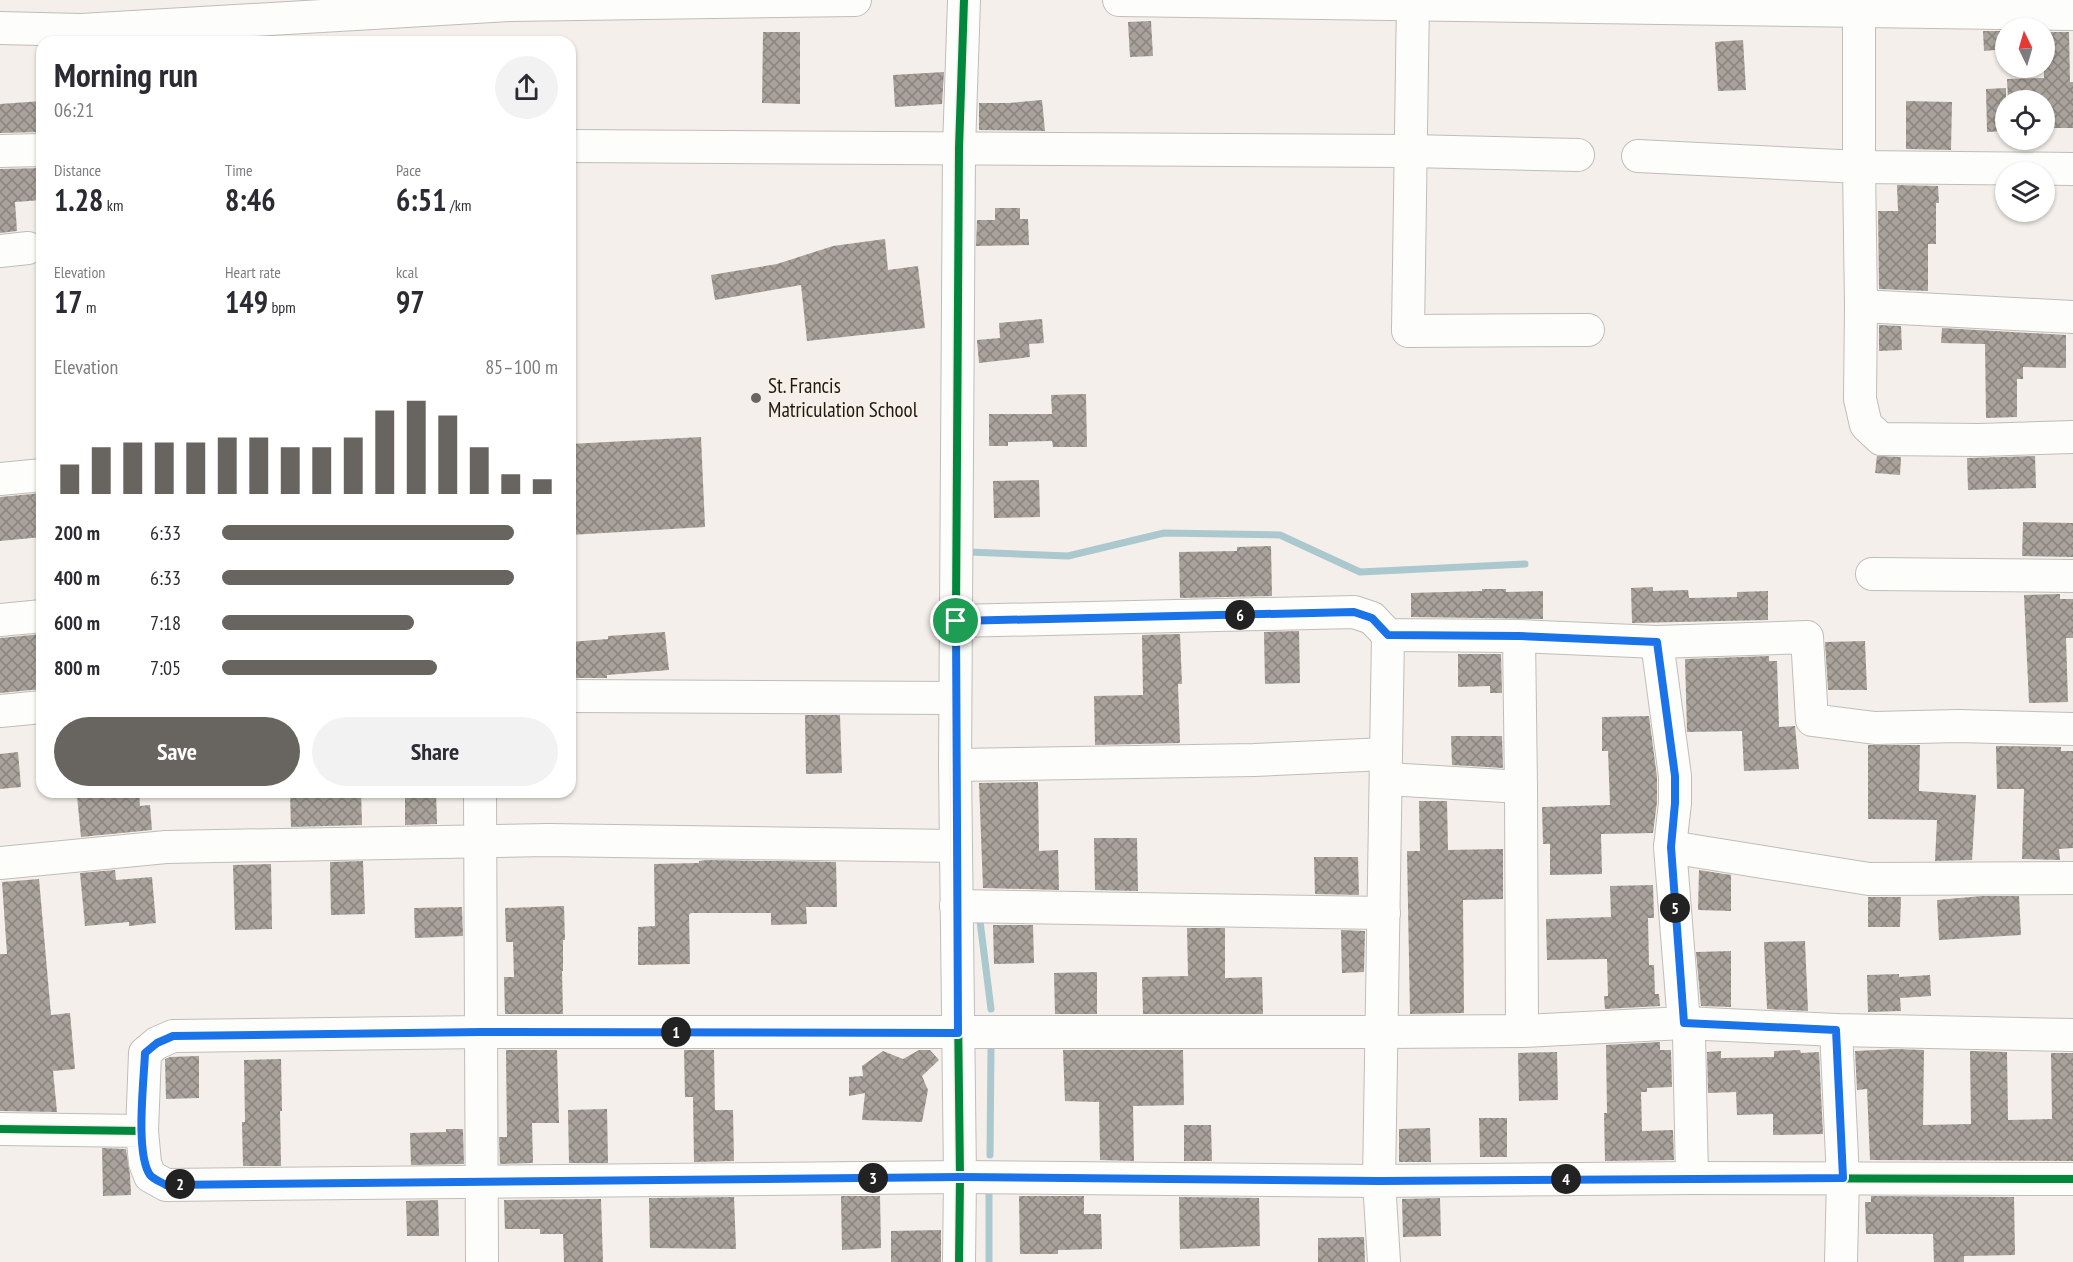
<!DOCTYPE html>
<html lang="en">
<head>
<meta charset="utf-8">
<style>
	body { margin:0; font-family:"PT Sans Narrow",sans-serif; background:#f2f2f3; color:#2b2b33; height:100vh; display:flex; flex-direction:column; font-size:22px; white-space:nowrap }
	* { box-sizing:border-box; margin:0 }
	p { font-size:20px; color:#7c7c81 }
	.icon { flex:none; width:33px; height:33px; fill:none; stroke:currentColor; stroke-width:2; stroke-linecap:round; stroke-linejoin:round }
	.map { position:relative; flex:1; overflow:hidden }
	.details { position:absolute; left:36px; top:36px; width:540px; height:762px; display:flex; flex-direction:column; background:#fff; border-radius:18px; box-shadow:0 2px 4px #0004 }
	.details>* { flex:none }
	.needle { width:39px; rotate:355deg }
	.buttons { position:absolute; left:1995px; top:18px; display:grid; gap:12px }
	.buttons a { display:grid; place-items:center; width:60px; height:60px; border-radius:50%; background:#fff; box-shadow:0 2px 4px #0004; font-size:30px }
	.pin { position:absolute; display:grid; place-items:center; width:51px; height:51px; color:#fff; margin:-26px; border:3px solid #fff; border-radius:50%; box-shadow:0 2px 6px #0007 }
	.km { position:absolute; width:30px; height:30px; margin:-15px; border-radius:50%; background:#222; color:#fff; font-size:16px; line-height:30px; text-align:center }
	.round { display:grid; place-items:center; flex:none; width:63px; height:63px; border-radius:32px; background:#f2f2f3 }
	.summary { display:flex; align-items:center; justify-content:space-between; height:102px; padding:0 18px }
	h1 { font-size:33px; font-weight:600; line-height:45px }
	.figures { display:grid; grid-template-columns:repeat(3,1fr); gap:9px; height:102px; padding:6px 18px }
	.figures div { display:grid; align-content:center }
	.figures b { font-size:30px; font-weight:600 }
	.figures small { font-size:16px; font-weight:400 }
	.figures p { font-size:16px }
	.chart { height:168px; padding:12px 18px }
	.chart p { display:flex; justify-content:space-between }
	.chart svg { width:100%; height:108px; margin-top:6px; stroke:#686560; stroke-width:6 }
	.action { display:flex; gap:12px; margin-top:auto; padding:12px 18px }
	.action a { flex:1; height:69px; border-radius:36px; background:#686560; color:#fff; font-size:24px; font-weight:600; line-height:69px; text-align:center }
	.action a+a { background:#f2f2f3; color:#2b2b33 }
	ul { padding:0 18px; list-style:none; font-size:20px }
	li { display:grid; grid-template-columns:96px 72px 1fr; align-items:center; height:45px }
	li i { height:15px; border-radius:8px; background:#686560 }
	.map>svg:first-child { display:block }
</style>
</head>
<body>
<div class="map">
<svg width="2073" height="1262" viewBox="0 0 2073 1262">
	<defs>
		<pattern id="building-cross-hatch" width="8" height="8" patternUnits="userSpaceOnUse" patternTransform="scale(1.5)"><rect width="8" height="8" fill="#a8a29b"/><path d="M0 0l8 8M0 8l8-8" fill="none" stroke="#88837d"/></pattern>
	</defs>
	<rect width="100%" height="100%" fill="#f4efea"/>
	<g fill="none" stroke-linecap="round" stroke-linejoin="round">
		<g stroke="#aac8cd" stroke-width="7">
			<polyline points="969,557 969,552 1068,556 1164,533 1280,535 1360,572 1525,564"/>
			<polyline points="980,921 991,1009"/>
			<polyline points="990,1155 991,1046"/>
			<polyline points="989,1189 989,1262"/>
		</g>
	</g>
	<g fill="url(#building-cross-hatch)">
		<polygon points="1151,21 1153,56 1130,57 1128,22"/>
		<polygon points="1983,31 2006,31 2006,49 1984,51"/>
		<polygon points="763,32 800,32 800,104 762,103"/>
		<polygon points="2044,32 2069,32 2070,82 2073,82 2073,128 2044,128 2044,100 2008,100 2007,79 2044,78"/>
		<polygon points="1743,40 1746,90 1718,91 1715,42"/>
		<polygon points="944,72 942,104 895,107 893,75"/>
		<polygon points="2006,88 2006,131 1987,132 1986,89"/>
		<polygon points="1042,100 1045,131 979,130 979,103 1009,103"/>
		<polygon points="42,101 42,132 0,133 0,104"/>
		<polygon points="1906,101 1952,102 1951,150 1906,149"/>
		<polygon points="42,168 42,200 15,202 17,231 0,233 0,169"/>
		<polygon points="1897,185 1938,186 1939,203 1936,203 1936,244 1928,244 1928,291 1879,289 1878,211 1898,211"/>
		<polygon points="995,208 1020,208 1020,219 1028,219 1029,245 976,246 977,220 995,220"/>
		<polygon points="885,239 888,270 918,266 925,328 807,341 801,285 715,300 711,275 777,264 833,246"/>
		<polygon points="1042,319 1044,343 1029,344 1030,357 979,363 977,340 1000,338 999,323"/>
		<polygon points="1879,325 1901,326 1902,350 1879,351"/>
		<polygon points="1942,328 2066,335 2066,368 2023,367 2023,379 2017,379 2017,417 1986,418 1985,344 1941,343"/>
		<polygon points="1086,394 1087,447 1053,447 1052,441 1008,442 1008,446 989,446 989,414 1052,414 1051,395"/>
		<polygon points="701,437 705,527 570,535 570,444"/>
		<polygon points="1877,456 1901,457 1900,475 1875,473"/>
		<polygon points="2035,456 2036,488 1968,490 1967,458"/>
		<polygon points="1039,480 1040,517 994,518 993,481"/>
		<polygon points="42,493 42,537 0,541 0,497"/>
		<polygon points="2023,522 2073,523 2073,557 2022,556"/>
		<polygon points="1271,546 1272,596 1180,598 1179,552 1237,551 1237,547"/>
		<polygon points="1653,587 1653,591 1688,590 1689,598 1737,597 1737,592 1768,591 1768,620 1632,623 1631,588"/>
		<polygon points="1482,589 1506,589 1506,592 1543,591 1543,619 1411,617 1411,593 1482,591"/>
		<polygon points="2060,594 2060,599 2073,599 2073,638 2066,638 2068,702 2029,703 2024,595"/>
		<polygon points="1299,631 1300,683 1265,684 1264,632"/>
		<polygon points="665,632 669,670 607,675 607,678 570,678 570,642 608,639 608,636"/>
		<polygon points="42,634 42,689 0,693 0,638"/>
		<polygon points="1180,634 1182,684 1178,684 1180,743 1095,745 1094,696 1143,695 1142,635"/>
		<polygon points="1865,641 1867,690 1828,690 1825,642"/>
		<polygon points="1458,654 1501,654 1502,693 1490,693 1490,686 1458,687"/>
		<polygon points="1769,656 1769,661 1777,661 1779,727 1795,726 1799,769 1744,771 1742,731 1687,732 1685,659"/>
		<polygon points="805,715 840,715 842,773 806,774"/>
		<polygon points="1649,716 1657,777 1657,802 1653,833 1601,834 1602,874 1550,875 1550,844 1543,844 1542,807 1610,805 1608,751 1602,751 1602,717"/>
		<polygon points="1451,736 1502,736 1503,768 1452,765"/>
		<polygon points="1868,745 1920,745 1919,791 1976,795 1972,860 1935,861 1937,820 1868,819"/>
		<polygon points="1996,746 2061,747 2061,751 2073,751 2073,848 2059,849 2060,860 2022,859 2024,789 1997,789"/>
		<polygon points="18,752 21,787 0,789 0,754"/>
		<polygon points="1038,782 1039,851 1058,850 1059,890 983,888 979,783"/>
		<polygon points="110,792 139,792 140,806 150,805 152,830 81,837 77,796"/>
		<polygon points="290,792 361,792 362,825 291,827"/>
		<polygon points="405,792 436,792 437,824 405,825"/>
		<polygon points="1419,801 1447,801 1448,850 1503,849 1503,899 1463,900 1464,1013 1410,1014 1407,851 1420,851"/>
		<polygon points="1094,838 1137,838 1138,891 1095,890"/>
		<polygon points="1314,857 1358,857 1359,895 1315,894"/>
		<polygon points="707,860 836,862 837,907 806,907 807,924 771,925 771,913 691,913 689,915 690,964 638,965 638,927 655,926 654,864 699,863 699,861"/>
		<polygon points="363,861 365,914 331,915 330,862"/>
		<polygon points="271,864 272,929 235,930 233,865"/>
		<polygon points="115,870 116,880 152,877 156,923 129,926 129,922 85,926 80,873"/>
		<polygon points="1699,870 1731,875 1731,911 1698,910"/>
		<polygon points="39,879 51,1015 70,1013 75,1069 53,1071 57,1112 0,1111 0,954 7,954 2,882"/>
		<polygon points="1653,885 1654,918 1648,918 1649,965 1654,965 1655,994 1659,994 1660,1006 1605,1009 1604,996 1608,996 1607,959 1547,960 1546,919 1611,917 1610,886"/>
		<polygon points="1982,896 2019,896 2021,935 1939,940 1937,900"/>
		<polygon points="1868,897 1901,897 1900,927 1868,927"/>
		<polygon points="564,906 565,940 563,940 563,971 562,971 563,1014 505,1014 504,977 514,977 513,942 506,942 505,908"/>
		<polygon points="462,907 463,936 415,938 414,908"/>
		<polygon points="993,925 1033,925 1034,963 994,964"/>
		<polygon points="1187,928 1225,928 1225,978 1262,977 1263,1014 1143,1014 1142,977 1188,976"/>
		<polygon points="1341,930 1365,931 1364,972 1342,973"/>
		<polygon points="1805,941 1808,1011 1767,1009 1764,942"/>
		<polygon points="1731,951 1731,1007 1701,1006 1696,952"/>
		<polygon points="1097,972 1097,1014 1055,1014 1054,973"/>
		<polygon points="1899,974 1899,977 1930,975 1931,996 1900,998 1901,1011 1868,1012 1867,975"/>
		<polygon points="1660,1042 1660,1050 1671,1050 1672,1087 1647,1088 1647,1092 1641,1092 1642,1131 1673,1130 1674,1160 1605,1161 1604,1113 1607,1113 1606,1045"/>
		<polygon points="1896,1049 1924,1050 1923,1125 1971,1124 1970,1051 2007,1052 2008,1120 2052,1119 2051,1053 2073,1053 2073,1161 1870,1160 1867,1089 1857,1090 1855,1051"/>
		<polygon points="506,1050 557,1050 559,1123 532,1123 533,1163 500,1164 499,1137 507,1137"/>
		<polygon points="684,1050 714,1050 715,1110 733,1110 734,1161 694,1162 693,1097 685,1097"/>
		<polygon points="919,1050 930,1050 939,1060 922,1076 928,1090 922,1122 862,1120 865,1093 849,1096 849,1077 863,1076 862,1066 883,1051 903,1059"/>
		<polygon points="1063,1050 1183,1050 1184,1105 1133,1106 1134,1161 1100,1160 1099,1102 1065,1101"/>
		<polygon points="1800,1050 1801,1053 1819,1052 1823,1134 1773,1135 1773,1114 1737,1115 1736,1092 1708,1093 1707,1052 1721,1051 1721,1058 1774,1057 1774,1051"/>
		<polygon points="1557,1052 1558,1100 1519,1101 1518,1053"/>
		<polygon points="199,1056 199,1098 166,1099 165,1059 170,1057"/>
		<polygon points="281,1059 282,1111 280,1111 281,1166 243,1166 242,1122 245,1122 244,1060"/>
		<polygon points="607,1109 608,1163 569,1163 568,1110"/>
		<polygon points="1479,1118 1507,1118 1507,1157 1480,1157"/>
		<polygon points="1184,1125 1211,1125 1212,1161 1184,1161"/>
		<polygon points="1430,1128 1431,1162 1399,1162 1399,1129"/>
		<polygon points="446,1129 463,1129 464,1164 411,1165 410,1133 446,1132"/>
		<polygon points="102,1148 126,1149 130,1175 131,1195 103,1196"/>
		<polygon points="841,1196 880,1196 881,1248 842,1250"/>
		<polygon points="1019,1196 1084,1196 1084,1214 1101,1214 1102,1249 1058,1250 1058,1254 1020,1254"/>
		<polygon points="1871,1196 2014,1197 2015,1255 1964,1256 1964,1262 1934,1262 1933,1234 1866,1234 1865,1202 1871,1202"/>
		<polygon points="734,1197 736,1249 650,1248 649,1198"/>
		<polygon points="1179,1197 1259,1198 1260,1246 1180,1249"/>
		<polygon points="1440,1198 1441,1236 1403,1237 1402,1199"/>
		<polygon points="601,1199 603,1262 564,1262 563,1234 540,1234 540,1229 505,1229 504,1200"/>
		<polygon points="438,1200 439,1236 407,1236 406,1201"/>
		<polygon points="941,1230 941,1262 891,1262 891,1231"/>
		<polygon points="1364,1237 1365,1262 1318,1262 1318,1238"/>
	</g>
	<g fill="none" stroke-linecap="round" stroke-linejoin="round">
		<defs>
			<g id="minor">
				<polyline points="1119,0 2073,14"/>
				<polyline points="1413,0 1408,331 1588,330"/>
				<polyline points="1859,0 1859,167 2073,169"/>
				<polyline points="0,28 81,30 511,5 855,0"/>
				<polyline points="570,146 1411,151 1578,155"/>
				<polyline points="0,151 42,150"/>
				<polyline points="1638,156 1859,167 1861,306 2073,317"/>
				<polyline points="0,251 28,248"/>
				<polyline points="1861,306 1860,399 1866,425 1881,439 1980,440 2073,437"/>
				<polyline points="0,479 42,475"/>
				<polyline points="1872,574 2073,576"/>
				<polyline points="0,620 42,616"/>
				<polyline points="956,621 1354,612 1372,618 1388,635 1519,636 1657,642 1807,637 1812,720 1875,728 1958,726 2073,729"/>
				<polyline points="1657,642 1675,776 1675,803 1670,847 1684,1023 1689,1035 1692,1178"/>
				<polyline points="570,696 955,698"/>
				<polyline points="0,711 42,707"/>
				<polyline points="955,765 1254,760 1386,754"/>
				<polyline points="1387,779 1521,787 1519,636"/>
				<polyline points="1521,787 1522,1031"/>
				<polyline points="480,792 482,1262"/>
				<polyline points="1670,847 1869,879 2073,878"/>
				<polyline points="0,863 166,847 548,840 955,846"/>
				<polyline points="956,906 1384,913"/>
				<polyline points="1836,1030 1843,1178 1841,1262"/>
				<polyline points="0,1129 142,1131 145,1163 150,1176 166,1185 960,1177 1379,1181 1692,1178 2073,1179"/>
				<polyline points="142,1131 145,1053 157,1043 173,1036 482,1032 1382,1032 1522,1031 1684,1023 1836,1030 2073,1035"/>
				<polyline points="959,1262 960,1177 955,765 959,148 964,0"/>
				<polyline points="1384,1262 1379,1181 1388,635"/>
			</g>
		</defs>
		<use href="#minor" stroke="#c0bdb9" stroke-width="34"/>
		<use href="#minor" stroke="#fdfdfc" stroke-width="32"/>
		<defs>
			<g id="cycleway">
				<polyline points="0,1129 142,1131 145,1163 150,1176 166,1185 960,1177 1379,1181 1692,1178 2073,1179"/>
				<polyline points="959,1262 960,1177 955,765 959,148 964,0"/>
			</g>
		</defs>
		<use href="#cycleway" stroke="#f8f0e6" stroke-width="11"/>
		<use href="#cycleway" stroke="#00873e" stroke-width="8"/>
	</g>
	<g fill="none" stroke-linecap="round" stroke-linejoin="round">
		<defs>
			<path id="route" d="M1354 612 1372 618 1388 635 1519 636 1657 642 1675 776V803L1671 847 1684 1023 1836 1030 1843 1178 1380 1181 960 1177 166 1185C161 1182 153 1179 150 1175 135 1153 144 1080 145 1053L157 1043 173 1036 482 1032 958 1033 956 621Z"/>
		</defs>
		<use href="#route" stroke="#fff" stroke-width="12"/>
		<use href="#route" stroke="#1a73e8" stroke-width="8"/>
	</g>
	<circle fill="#686560" stroke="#f8f0e6" stroke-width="2" cx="756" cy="398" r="6"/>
	<g text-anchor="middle" stroke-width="4.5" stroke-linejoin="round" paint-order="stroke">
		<g font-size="21" fill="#1d1a16" stroke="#f8f0e6" text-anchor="start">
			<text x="768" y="393">St. Francis<tspan x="768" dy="24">Matriculation School</tspan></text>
		</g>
	</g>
</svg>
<div class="buttons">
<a><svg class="needle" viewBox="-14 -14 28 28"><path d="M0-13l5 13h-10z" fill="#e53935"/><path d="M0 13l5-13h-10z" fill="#7c7c81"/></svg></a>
<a><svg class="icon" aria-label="locate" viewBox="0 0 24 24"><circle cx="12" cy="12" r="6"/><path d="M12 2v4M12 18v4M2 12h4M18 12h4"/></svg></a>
<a><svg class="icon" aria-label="layers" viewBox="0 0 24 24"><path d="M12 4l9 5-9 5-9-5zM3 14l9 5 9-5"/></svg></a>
</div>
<div class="pin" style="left:956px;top:621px;background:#1e9e55"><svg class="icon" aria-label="arrive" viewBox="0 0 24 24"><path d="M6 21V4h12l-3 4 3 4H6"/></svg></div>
<b class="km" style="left:676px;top:1032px">1</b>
<b class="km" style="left:180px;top:1184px">2</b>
<b class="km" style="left:873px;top:1178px">3</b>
<b class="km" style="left:1566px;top:1179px">4</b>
<b class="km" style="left:1675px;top:908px">5</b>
<b class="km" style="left:1240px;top:615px">6</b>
<section class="details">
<div class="summary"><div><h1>Morning run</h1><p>06:21</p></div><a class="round"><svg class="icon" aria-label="share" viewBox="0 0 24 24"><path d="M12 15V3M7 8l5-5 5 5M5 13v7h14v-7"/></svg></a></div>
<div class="figures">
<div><p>Distance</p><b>1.28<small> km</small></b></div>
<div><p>Time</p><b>8:46</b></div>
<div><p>Pace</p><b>6:51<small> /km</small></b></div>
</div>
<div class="figures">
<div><p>Elevation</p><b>17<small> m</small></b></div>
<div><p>Heart rate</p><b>149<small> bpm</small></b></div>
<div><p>kcal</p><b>97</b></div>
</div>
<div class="chart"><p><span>Elevation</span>85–100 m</p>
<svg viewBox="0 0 160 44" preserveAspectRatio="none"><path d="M5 44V32M15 44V25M25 44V23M35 44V23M45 44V23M55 44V21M65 44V21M75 44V25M85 44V25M95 44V21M105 44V10M115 44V6M125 44V12M135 44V25M145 44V36M155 44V38"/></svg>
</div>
<ul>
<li><b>200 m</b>6:33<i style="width:87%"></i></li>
<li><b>400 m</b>6:33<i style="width:87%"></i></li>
<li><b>600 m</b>7:18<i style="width:57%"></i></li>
<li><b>800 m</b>7:05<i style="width:64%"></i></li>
</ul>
<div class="action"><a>Save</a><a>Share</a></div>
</section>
</div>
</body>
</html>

> Problem statement
Please set down exactly the lines from the first line of the data above through the line with "background:#f2f2f3; color:#2b2b33; height:100vh;", both included, leaving out the pictures.

> Expected output
<!DOCTYPE html>
<html lang="en">
<head>
<meta charset="utf-8">
<style>
	body { margin:0; font-family:"PT Sans Narrow",sans-serif; background:#f2f2f3; color:#2b2b33; height:100vh; display:flex; flex-direction:column; font-size:22px; white-space:nowrap }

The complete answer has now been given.